Harriet Torry and Ben Glickman report that sales of toys and games have slumped as Americans show signs of pulling back. They write:
Shoppers couldn’t get enough toys and games during the pandemic. Now, they are finding other ways to spend their time, and that is spelling trouble for toy makers and sellers.
Sales of toys have slumped so far this year, down 8% through September compared with the same period last year, according to market-research firm Circana, and appeared poised to be lackluster this holiday season. Imports of toys and games have fallen sharply this year and sales at toy stores, department stores and other gift sellers declined in October, leading a broader pullback.
A retrenchment on the most fun-to-give gifts sends a signal that Americans are starting to ease their spending more broadly as pandemic savings dwindle, the labor market softens and shoppers worry about global events and still-elevated inflation. Easing consumer spending would cool overall growth, because it accounts for more than two-thirds of economic activity.
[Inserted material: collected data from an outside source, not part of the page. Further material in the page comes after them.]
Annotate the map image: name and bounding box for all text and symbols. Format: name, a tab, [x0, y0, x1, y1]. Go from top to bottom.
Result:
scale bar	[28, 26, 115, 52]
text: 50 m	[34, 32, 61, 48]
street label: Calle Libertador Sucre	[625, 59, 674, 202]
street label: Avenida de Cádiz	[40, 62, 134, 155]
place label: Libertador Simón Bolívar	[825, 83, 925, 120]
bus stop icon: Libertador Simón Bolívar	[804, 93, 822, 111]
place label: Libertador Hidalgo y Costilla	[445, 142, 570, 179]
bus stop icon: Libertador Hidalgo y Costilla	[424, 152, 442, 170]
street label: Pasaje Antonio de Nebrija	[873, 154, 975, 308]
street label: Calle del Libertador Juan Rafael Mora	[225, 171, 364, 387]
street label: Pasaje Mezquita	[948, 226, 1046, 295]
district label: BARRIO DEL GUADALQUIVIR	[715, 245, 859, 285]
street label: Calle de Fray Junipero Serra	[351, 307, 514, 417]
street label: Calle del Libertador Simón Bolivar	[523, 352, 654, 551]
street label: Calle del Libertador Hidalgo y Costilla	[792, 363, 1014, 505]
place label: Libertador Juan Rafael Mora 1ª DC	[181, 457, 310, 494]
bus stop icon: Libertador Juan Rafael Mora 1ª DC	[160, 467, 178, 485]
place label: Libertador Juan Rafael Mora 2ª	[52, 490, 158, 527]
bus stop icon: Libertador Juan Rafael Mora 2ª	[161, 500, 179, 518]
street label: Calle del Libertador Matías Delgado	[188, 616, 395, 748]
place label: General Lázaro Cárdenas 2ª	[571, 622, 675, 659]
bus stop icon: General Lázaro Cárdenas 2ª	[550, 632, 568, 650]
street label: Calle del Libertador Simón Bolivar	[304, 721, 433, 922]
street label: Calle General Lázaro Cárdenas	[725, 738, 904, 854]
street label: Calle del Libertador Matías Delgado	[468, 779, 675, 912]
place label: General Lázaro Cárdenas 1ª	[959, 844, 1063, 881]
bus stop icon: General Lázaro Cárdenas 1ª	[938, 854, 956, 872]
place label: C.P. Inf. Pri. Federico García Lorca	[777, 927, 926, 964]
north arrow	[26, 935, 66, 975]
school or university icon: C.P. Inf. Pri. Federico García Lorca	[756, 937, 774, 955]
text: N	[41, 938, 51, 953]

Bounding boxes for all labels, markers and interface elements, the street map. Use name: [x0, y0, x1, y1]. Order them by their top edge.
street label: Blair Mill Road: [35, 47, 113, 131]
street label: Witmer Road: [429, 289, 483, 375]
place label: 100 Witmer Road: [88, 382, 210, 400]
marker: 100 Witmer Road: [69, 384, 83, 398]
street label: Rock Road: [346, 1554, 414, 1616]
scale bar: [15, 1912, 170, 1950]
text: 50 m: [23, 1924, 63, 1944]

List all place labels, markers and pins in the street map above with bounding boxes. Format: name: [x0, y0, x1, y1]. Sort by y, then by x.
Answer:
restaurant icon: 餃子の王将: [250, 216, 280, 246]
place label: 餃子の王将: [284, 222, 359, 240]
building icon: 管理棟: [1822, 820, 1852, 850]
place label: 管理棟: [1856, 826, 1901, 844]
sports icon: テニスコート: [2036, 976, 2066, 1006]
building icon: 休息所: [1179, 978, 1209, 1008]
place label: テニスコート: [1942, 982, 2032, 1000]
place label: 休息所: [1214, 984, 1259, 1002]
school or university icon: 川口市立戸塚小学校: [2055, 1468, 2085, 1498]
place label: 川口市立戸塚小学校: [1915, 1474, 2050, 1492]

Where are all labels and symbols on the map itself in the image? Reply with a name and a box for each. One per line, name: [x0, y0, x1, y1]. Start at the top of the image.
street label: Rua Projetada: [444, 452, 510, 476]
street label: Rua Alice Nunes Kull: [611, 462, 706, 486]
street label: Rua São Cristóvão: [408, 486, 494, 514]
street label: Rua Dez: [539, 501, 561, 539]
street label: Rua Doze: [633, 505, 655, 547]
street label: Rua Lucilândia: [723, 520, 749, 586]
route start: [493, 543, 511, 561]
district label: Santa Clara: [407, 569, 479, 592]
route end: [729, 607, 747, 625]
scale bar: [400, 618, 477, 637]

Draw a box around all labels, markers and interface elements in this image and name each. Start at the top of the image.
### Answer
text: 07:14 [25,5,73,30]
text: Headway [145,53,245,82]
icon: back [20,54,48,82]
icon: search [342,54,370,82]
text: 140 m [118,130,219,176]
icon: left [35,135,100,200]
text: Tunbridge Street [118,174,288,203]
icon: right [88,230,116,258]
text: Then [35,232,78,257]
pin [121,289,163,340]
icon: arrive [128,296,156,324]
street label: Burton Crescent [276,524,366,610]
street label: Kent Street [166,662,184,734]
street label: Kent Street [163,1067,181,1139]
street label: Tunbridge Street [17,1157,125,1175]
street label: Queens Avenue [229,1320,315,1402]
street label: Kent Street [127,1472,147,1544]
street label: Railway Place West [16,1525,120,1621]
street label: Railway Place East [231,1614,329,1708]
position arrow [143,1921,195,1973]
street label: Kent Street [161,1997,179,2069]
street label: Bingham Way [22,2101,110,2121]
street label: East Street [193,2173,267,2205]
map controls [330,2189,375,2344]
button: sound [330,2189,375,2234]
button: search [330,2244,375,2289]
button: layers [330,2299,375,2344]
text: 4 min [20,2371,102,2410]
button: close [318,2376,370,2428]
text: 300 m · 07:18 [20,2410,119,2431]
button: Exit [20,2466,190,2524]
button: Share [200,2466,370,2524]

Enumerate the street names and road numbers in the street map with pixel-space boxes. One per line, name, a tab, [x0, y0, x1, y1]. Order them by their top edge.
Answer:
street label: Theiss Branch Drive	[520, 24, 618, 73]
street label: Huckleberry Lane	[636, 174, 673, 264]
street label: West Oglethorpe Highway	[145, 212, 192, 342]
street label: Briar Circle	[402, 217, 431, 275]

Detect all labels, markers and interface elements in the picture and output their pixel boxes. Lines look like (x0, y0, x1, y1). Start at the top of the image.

This holiday season is off to a slow start for Wildlings Toy Boutique in Phoenix, which sells classic toys dollhouses and wooden cars and accessories. The store has been trying to drum up customer interest with experiences, including Santa visits and family photo shoots in front of a Christmas-tree backdrop outside the store. […]
“Overall, the consumer has been very resilient: that’s why we’re not in a recession,” said Sucharita Kodali, a retail analyst at Forrester.
Nguyen, the owner of Building Blocks, remains optimistic about this holiday season. “People don’t cut out their children,” she said. “Even if they have job insecurity, or worry about food costs,” they still buy gifts for their children, she added.